● **TASK DIRECTIONS**
Count, please, the lines in the listing below that contain "defs", and reply with the count only.

● **PROVIDED DATA**
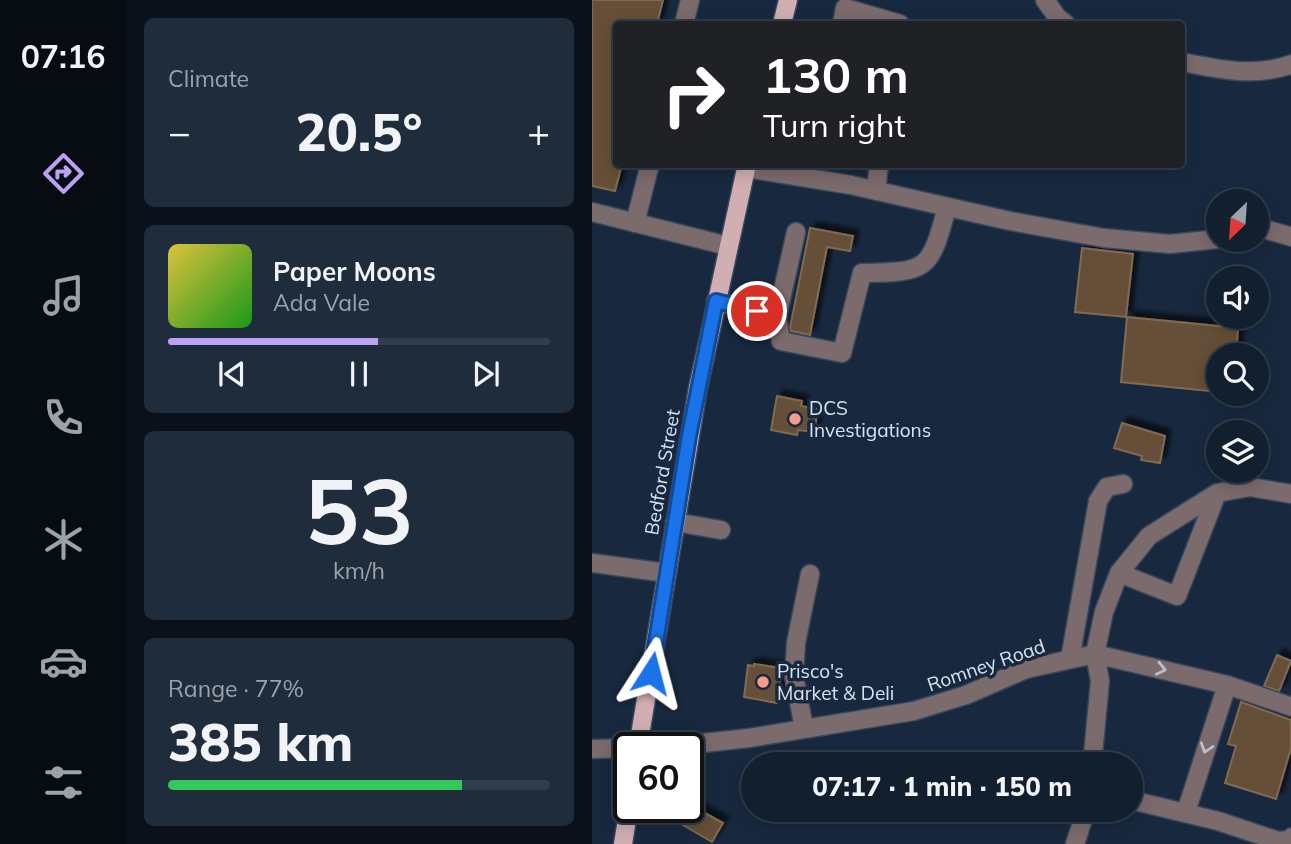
<!DOCTYPE html>
<html lang="en">
<head>
<meta charset="utf-8">
<style>
	:root { --surface:#121f2f; --page:#1f2c3b; --text:#f1f3f6; --muted:#9ca2aa; --line:#313d4b; --accent:#bca0f2 }
	body { margin:0; font-family:Mulish,sans-serif; background:var(--page); color:var(--text); height:100vh; display:flex; flex-direction:column; font-size:26px; white-space:nowrap }
	* { box-sizing:border-box; margin:0 }
	p { font-size:23px; color:var(--muted) }
	.icon { flex:none; width:38px; height:38px; fill:none; stroke:currentColor; stroke-width:2; stroke-linecap:round; stroke-linejoin:round }
	.map { position:relative; flex:1; overflow:hidden }
	.drawer { display:flex; flex-direction:column; gap:18px; padding:18px; background:#0a111a; width:466px }
	.drawer>* { flex:none }
	.hud { position:absolute; left:21px; top:21px; width:572px; height:147px; border-radius:7px; box-shadow:0 4px 18px #0003,0 0 0 2px var(--line); background:#202124; color:#fff; overflow:hidden }
	.needle { width:46px; rotate:205deg }
	.fabs { position:absolute; left:614px; top:189px; display:grid; gap:14px }
	.fabs a { display:grid; place-items:center; width:63px; height:63px; border-radius:50%; background:var(--surface); box-shadow:0 4px 18px #0003,0 0 0 2px var(--line); font-size:35px }
	.speed { position:absolute; left:21px; top:732px; display:flex; gap:14px; font-size:35px; font-weight:700; text-align:center }
	.speed>* { display:grid; place-content:center; width:91px; height:91px; border-radius:50%; background:var(--surface); box-shadow:0 4px 18px #0003,0 0 0 2px var(--line); line-height:1 }
	.speed .limit { border:4px solid #111; border-radius:10px; background:#fff; color:#111 }
	.pin { position:absolute; display:grid; place-items:center; width:60px; height:60px; color:#fff; margin:-30px; border:4px solid #fff; border-radius:50%; box-shadow:0 2px 7px #0007 }
	.me { position:absolute; width:77px; margin:-38px; rotate:9deg; stroke-linejoin:round; filter:drop-shadow(0 0 5px #0008) }
	.turn { display:flex; align-items:center; gap:24px; height:147px; padding:0 35px; font-size:32px }
	.turn .icon { width:91px; height:91px; stroke-width:2.5 }
	.turn b { display:block; font-size:49px; line-height:60px }
	.big { font-size:52px; font-weight:800; line-height:1.1 }
	.drawer .tile { flex:1; display:flex; flex-direction:column; justify-content:center; gap:10px; min-width:0; padding:0 24px; border-radius:10px; background:var(--page) }
	.drawer .dial { align-items:center; gap:0 }
	.dial b { font-size:91px; line-height:1 }
	.song { display:flex; align-items:center; gap:21px }
	.cover { width:84px; height:84px; border-radius:10px; background:linear-gradient(135deg,hsl(50 70% 55%),hsl(120 70% 35%)) }
	.played { height:7px; border-radius:4px; background:linear-gradient(90deg,var(--accent) 55%,var(--line) 55%) }
	.keys { display:flex; justify-content:space-around; direction:ltr }
	.heat { display:flex; justify-content:space-between; align-items:center; font-size:38px; direction:ltr }
	.charge { height:10px; border-radius:5px; background:linear-gradient(90deg,#34c759 77%,var(--line) 0) }
	.trip { position:absolute; left:149px; top:752px; width:402px; height:70px; border-radius:35px; background:var(--surface); box-shadow:0 4px 18px #0003,0 0 0 2px var(--line); font-weight:800; line-height:70px; text-align:center }
	main { display:flex; flex:1; min-height:0 }
	.tab-bar { display:flex; flex-direction:column; width:126px; justify-content:space-around; align-items:center; background:#070c13; color:var(--muted) }
	.tab-bar .icon { width:49px; height:49px }
	.tab-bar .selected { color:var(--accent) }
	.tab-bar b { font-size:32px; color:var(--text) }
	.map>svg:first-child { display:block }
	.building { fill:#665037; stroke:#816a50; stroke-width:2; filter:url(#shadow) }
	.lines { fill:none; stroke-linecap:round; stroke-linejoin:round }
	.minor-casing { stroke:#37475c; stroke-width:21 }
	.major-casing { stroke:#37475c; stroke-width:21 }
	.minor { stroke:#7c6b6d; stroke-width:18 }
	.major { stroke:#d1aeb1; stroke-width:18 }
	.oneway { stroke:#bcbfca }
	.route-casing { stroke:#114b97; stroke-width:18 }
	.route { stroke:#1a73e8; stroke-width:12 }
	.poi-dot { fill:#f49d8d; stroke:#18293f; stroke-width:2.5 }
	.labels { text-anchor:middle; stroke-width:7; stroke-linejoin:round; paint-order:stroke }
	.poi-label { font-size:19px; fill:#d8e3f2; stroke:#18293f; text-anchor:start }
	.street-label { font-size:19px; fill:#d8e3f2; stroke:#18293f }
</style>
</head>
<body>
<main>
<nav class="tab-bar">
<b>07:16</b>
<svg class="icon selected" aria-label="directions" viewBox="0 0 24 24"><path d="M12 3l9 9-9 9-9-9zM9 14v-3h6M13 9l2 2-2 2"/></svg>
<svg class="icon" aria-label="music" viewBox="0 0 24 24"><path d="M9 18V5l10-2v13"/><circle cx="6" cy="18" r="3"/><circle cx="16" cy="16" r="3"/></svg>
<svg class="icon" aria-label="phone" viewBox="0 0 24 24"><path d="M5 4h4l2 5-3 2q2 4 5 5l2-3 5 2v4C11 20 4 13 5 4z"/></svg>
<svg class="icon" aria-label="climate" viewBox="0 0 24 24"><path d="M12 3v18M4 7l16 10M4 17L20 7"/></svg>
<svg class="icon" aria-label="car" viewBox="0 0 24 24"><path d="M5 17H2v-5l4-1 3-4h7l3 4 3 1v5h-3M9 17h6M6 11h13"/><circle cx="7" cy="17" r="2"/><circle cx="17" cy="17" r="2"/></svg>
<svg class="icon" aria-label="filters" viewBox="0 0 24 24"><path d="M4 7h16M4 17h16"/><circle cx="9" cy="7" r="2"/><circle cx="15" cy="17" r="2"/></svg>
</nav>
<section class="drawer">
<div class="tile"><p>Climate</p>
<div class="heat"><a>−</a><b class="big">20.5°</b><a>+</a></div>
</div>
<div class="tile">
<div class="song"><i class="cover"></i><div><b>Paper Moons</b><p>Ada Vale</p></div></div>
<div class="played"></div>
<div class="keys"><svg class="icon" aria-label="previous" viewBox="0 0 24 24"><path d="M18 5L8 12l10 7zM5 5v14"/></svg><svg class="icon" aria-label="pause" viewBox="0 0 24 24"><path d="M8 5v14M16 5v14"/></svg><svg class="icon" aria-label="next" viewBox="0 0 24 24"><path d="M6 5l10 7-10 7zM19 5v14"/></svg></div>
</div>
<div class="tile dial"><b>53</b><p>km/h</p></div>
<div class="tile"><p>Range · 77%</p><b class="big">385 km</b><div class="charge"></div></div>
</section>
<div class="map">
<svg width="700" height="844" viewBox="0 0 700 844">
	<defs>
		<filter id="shadow"><feDropShadow dx="6" dy="-6" stdDeviation="2" flood-color="#0009"/></filter>
	</defs>
	<rect width="100%" height="100%" fill="#18293f"/>
	<path class="building" d="M0,0H71L65,24H24V164H30L23,191L0,186Z
		M218,228L261,236L258,251L235,247L218,335L199,331L198,328Z
		M490,248L541,254L534,317L483,312Z
		M535,317L646,328L644,355H626V392L529,382Z
		M185,396L210,401L209,406L226,409L222,432L206,430L205,435L179,430Z
		M530,423L573,436L568,463L549,460L550,456L522,448Z
		M685,655L699,661L687,691L672,686Z
		M162,664L190,668L185,703L152,697L156,665L162,666Z
		M649,702L699,720V748L684,799L633,783L644,746L636,744Z
		M96,804L131,823L120,842L84,821L92,807H96Z"/>
	<g class="lines">
		<defs>
			<path id="minor" d="M453,0L465,17L474,24
				M92,24L98,0
				M250,24L253,8L308,24
				M590,62C627,69 662,78 700,64
				M154,168L259,185L418,221L512,238L578,244L626,239
				M284,191L287,164
				M0,212L136,246
				M43,223L58,164
				M665,227L700,237
				M124,301L185,317L204,232
				M185,317L189,341L250,353L270,273C336,272 338,271 355,207
				M83,522L129,530
				M0,563L75,573
				M527,573L585,596L625,493
				M478,659L506,501L515,487L531,484
				M212,728L202,676L204,643L218,574
				M49,747L84,746L157,738L322,711L374,695L434,669L503,654L635,685L700,707
				M0,749L37,748
				M500,765L508,681L503,654L512,612L527,573L557,536L625,493L658,487L700,494
				M539,800L626,821L686,841L698,840L700,837
				M594,812L635,685
				M483,844L494,810"/>
			<path id="major" d="M190,24L196,0
				M46,747L106,388L155,164
				M31,844L37,807"/>
		</defs>
		<use href="#minor" class="minor-casing"/>
		<use href="#major" class="major-casing"/>
		<use href="#minor" class="minor"/>
		<use href="#major" class="major"/>
	</g>
	<defs><path id="oneway-chevron" d="M-2-3.5L2.5 0L-2 3.5" fill="none" stroke-width="1.6" stroke-linecap="round" stroke-linejoin="round" transform="scale(1.75)"/></defs>
	<g class="oneway">
		<use href="#oneway-chevron" transform="translate(569 669) rotate(13)"/>
		<use href="#oneway-chevron" transform="translate(614 748) rotate(108)"/>
	</g>
	<g class="lines">
		<defs>
			<path id="route" d="M59,673L97,436L124,301L165,311"/>
		</defs>
		<use href="#route" class="route-casing"/>
		<use href="#route" class="route"/>
	</g>
	<g class="poi-dot">
		<circle cx="203" cy="419" r="7"/>
		<circle cx="171" cy="682" r="7"/>
	</g>
	<g class="labels">
		<g class="poi-label">
			<text x="217" y="415">DCS<tspan x="217" dy="22">Investigations</tspan></text>
			<text x="185" y="678">Prisco's<tspan x="185" dy="22">Market &amp; Deli</tspan></text>
		</g>
		<g class="street-label">
			<text transform="translate(70 472) rotate(-80)" y="7">Bedford Street</text>
			<text transform="translate(394 665) rotate(-19)" y="7">Romney Road</text>
		</g>
	</g>
</svg>
<div class="fabs">
<a><svg class="needle" viewBox="-14 -14 28 28"><path d="M0-13l5 13h-10z" fill="#e53935"/><path d="M0 13l5-13h-10z" fill="#9ca2aa"/></svg></a>
<a><svg class="icon" aria-label="sound" viewBox="0 0 24 24"><path d="M4 9h4l5-4v14l-5-4H4zM17 9q2 3 0 6"/></svg></a>
<a><svg class="icon" aria-label="search" viewBox="0 0 24 24"><circle cx="10" cy="10" r="6"/><path d="M15 15l6 6"/></svg></a>
<a><svg class="icon" aria-label="layers" viewBox="0 0 24 24"><path d="M12 4l9 5-9 5-9-5zM3 14l9 5 9-5"/></svg></a>
</div>
<div class="speed"><div class="limit">60</div></div>
<div class="pin" style="left:165px;top:311px;background:#d93025"><svg class="icon" aria-label="arrive" viewBox="0 0 24 24"><path d="M6 21V4h12l-3 4 3 4H6"/></svg></div>
<svg class="me" style="left:59px;top:673px" viewBox="-20 -20 40 40"><path d="M0-17L14 15 0 8-14 15z" fill="#1a73e8" stroke="#fff" stroke-width="4"/></svg>
<div class="trip">07:17 · 1 min · 150 m</div>
<div class="hud">
<div class="turn"><svg class="icon" aria-label="right" viewBox="0 0 24 24"><path d="M7 20v-9h11M14 6l5 5-5 5"/></svg><div><b>130 m</b>Turn right</div></div>
</div>
</div>
</main>
</body>
</html>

● **THE ANSWER**
7